_Aim of the task:_ Lines from the opening of the material through the line containing "border:8px solid #d22;" must be duplicated word for word. Pictures are not.

_Provided data:_
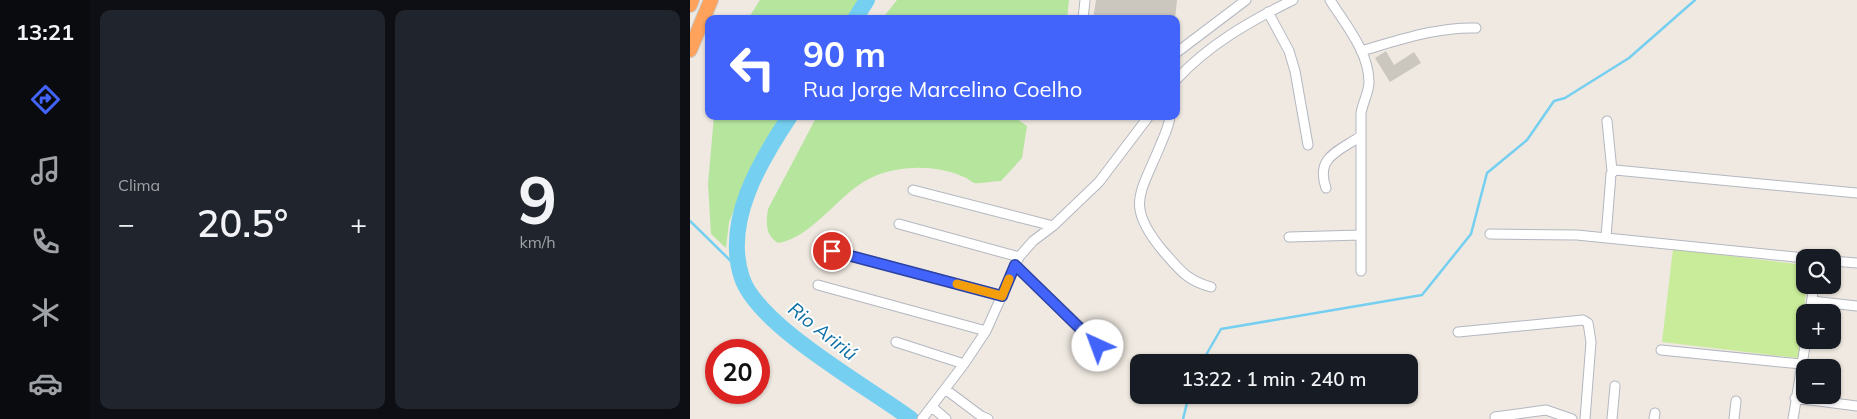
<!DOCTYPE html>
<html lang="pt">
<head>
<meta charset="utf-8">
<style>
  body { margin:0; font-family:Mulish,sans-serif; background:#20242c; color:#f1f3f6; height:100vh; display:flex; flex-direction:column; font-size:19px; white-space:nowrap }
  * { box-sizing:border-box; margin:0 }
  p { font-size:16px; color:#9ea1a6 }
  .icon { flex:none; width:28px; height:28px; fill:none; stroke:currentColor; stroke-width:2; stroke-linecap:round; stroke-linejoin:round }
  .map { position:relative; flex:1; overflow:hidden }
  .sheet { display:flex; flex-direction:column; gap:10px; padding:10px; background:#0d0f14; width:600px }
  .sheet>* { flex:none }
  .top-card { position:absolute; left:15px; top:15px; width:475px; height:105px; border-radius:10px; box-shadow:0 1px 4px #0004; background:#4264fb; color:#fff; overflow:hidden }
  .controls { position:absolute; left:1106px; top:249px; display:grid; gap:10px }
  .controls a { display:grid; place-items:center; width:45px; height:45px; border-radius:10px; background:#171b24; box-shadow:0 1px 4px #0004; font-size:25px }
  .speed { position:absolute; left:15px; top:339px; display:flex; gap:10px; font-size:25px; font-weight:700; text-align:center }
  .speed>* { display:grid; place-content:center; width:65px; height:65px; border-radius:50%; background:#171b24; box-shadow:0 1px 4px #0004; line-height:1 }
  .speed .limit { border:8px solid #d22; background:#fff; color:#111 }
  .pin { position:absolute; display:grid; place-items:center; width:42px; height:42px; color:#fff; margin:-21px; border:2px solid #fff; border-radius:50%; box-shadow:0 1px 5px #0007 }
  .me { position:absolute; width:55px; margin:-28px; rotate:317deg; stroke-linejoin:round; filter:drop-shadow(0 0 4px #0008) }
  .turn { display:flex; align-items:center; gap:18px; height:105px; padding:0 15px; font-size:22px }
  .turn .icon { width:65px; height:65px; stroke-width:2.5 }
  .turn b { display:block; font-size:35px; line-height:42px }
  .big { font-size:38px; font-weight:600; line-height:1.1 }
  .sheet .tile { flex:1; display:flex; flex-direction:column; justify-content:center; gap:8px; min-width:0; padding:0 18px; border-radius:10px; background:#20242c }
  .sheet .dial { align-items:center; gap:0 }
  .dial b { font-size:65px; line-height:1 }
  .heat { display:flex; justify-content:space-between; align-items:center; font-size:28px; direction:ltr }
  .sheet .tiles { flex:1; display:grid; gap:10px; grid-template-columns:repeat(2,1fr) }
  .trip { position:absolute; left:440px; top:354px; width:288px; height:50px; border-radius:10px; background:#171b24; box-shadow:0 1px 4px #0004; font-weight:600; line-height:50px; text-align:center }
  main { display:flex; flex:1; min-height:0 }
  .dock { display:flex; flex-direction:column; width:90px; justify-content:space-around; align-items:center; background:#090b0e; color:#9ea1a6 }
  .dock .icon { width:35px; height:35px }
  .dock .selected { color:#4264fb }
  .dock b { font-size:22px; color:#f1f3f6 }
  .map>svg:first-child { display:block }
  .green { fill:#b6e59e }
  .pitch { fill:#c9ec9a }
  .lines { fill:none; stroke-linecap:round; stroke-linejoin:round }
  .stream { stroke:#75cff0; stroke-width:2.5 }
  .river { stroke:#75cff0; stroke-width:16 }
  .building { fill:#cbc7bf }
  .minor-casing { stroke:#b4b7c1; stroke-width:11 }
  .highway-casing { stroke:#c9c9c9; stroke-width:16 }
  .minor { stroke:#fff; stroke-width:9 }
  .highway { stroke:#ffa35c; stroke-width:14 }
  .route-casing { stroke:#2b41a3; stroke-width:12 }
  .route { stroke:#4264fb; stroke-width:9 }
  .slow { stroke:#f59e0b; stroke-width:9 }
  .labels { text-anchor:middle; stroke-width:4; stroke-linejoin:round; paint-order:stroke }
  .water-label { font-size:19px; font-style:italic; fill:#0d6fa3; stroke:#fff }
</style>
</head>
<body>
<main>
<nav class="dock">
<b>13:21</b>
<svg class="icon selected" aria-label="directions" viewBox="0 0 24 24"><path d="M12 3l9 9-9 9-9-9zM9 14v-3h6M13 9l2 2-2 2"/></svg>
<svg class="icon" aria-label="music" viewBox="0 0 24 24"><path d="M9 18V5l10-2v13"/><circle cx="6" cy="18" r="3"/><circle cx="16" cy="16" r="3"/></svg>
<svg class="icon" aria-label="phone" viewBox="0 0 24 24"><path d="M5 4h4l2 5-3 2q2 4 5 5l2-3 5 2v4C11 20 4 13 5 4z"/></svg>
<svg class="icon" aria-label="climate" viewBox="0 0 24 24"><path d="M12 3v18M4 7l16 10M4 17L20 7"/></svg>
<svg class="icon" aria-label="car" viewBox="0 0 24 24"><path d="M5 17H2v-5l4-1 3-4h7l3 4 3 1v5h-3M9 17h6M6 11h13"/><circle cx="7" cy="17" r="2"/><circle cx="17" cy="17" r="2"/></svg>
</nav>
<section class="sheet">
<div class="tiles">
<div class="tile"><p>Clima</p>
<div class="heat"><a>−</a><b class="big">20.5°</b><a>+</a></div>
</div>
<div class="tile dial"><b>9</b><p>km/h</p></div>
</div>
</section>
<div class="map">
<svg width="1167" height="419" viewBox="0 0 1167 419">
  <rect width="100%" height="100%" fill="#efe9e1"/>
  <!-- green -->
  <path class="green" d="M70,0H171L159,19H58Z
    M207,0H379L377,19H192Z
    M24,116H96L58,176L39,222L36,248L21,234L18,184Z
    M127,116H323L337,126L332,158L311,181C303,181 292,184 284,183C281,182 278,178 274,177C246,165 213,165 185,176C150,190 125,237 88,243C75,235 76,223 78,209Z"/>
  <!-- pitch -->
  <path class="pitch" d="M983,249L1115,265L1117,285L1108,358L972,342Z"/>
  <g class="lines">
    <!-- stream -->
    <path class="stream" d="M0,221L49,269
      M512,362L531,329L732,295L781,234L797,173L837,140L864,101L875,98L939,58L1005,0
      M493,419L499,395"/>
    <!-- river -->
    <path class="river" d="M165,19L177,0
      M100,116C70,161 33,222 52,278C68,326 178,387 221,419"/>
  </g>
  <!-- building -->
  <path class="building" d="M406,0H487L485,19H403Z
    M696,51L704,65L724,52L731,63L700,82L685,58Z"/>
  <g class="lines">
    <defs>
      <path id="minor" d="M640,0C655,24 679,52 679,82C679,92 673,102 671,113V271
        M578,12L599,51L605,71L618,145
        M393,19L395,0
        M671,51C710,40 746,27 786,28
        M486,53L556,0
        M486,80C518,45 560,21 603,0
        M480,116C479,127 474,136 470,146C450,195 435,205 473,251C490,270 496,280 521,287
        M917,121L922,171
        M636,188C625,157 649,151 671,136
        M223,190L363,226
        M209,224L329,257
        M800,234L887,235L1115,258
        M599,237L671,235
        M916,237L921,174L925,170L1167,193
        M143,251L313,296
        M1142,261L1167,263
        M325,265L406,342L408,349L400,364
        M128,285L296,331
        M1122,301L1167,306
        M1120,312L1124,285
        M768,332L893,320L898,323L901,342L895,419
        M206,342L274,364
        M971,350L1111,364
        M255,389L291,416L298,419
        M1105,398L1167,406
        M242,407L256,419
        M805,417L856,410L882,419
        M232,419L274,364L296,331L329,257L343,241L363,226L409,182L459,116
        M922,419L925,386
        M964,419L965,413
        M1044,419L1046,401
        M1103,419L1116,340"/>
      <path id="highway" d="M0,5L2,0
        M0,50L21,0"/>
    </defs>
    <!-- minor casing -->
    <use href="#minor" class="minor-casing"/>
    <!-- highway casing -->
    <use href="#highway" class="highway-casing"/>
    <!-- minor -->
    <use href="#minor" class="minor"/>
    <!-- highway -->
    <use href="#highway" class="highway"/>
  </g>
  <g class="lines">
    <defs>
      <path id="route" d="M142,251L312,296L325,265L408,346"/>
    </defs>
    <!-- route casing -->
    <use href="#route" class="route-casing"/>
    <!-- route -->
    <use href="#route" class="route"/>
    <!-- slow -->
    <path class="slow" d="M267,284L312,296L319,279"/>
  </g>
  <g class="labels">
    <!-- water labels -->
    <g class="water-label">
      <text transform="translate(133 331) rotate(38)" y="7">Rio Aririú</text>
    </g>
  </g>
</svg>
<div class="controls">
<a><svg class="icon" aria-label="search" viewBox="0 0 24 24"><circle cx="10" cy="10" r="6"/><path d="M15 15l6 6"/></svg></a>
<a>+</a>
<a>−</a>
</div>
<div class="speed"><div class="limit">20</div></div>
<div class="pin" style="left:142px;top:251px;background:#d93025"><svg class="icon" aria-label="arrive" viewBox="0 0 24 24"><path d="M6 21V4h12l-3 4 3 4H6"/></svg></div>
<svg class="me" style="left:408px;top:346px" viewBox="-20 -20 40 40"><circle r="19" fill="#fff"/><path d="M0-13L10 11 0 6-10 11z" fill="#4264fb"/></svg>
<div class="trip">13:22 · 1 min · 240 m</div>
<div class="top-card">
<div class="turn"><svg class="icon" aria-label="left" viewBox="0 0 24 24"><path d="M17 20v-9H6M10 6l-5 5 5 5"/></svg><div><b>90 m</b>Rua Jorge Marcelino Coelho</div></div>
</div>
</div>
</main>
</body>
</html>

_Response below:_
<!DOCTYPE html>
<html lang="pt">
<head>
<meta charset="utf-8">
<style>
  body { margin:0; font-family:Mulish,sans-serif; background:#20242c; color:#f1f3f6; height:100vh; display:flex; flex-direction:column; font-size:19px; white-space:nowrap }
  * { box-sizing:border-box; margin:0 }
  p { font-size:16px; color:#9ea1a6 }
  .icon { flex:none; width:28px; height:28px; fill:none; stroke:currentColor; stroke-width:2; stroke-linecap:round; stroke-linejoin:round }
  .map { position:relative; flex:1; overflow:hidden }
  .sheet { display:flex; flex-direction:column; gap:10px; padding:10px; background:#0d0f14; width:600px }
  .sheet>* { flex:none }
  .top-card { position:absolute; left:15px; top:15px; width:475px; height:105px; border-radius:10px; box-shadow:0 1px 4px #0004; background:#4264fb; color:#fff; overflow:hidden }
  .controls { position:absolute; left:1106px; top:249px; display:grid; gap:10px }
  .controls a { display:grid; place-items:center; width:45px; height:45px; border-radius:10px; background:#171b24; box-shadow:0 1px 4px #0004; font-size:25px }
  .speed { position:absolute; left:15px; top:339px; display:flex; gap:10px; font-size:25px; font-weight:700; text-align:center }
  .speed>* { display:grid; place-content:center; width:65px; height:65px; border-radius:50%; background:#171b24; box-shadow:0 1px 4px #0004; line-height:1 }
  .speed .limit { border:8px solid #d22; background:#fff; color:#111 }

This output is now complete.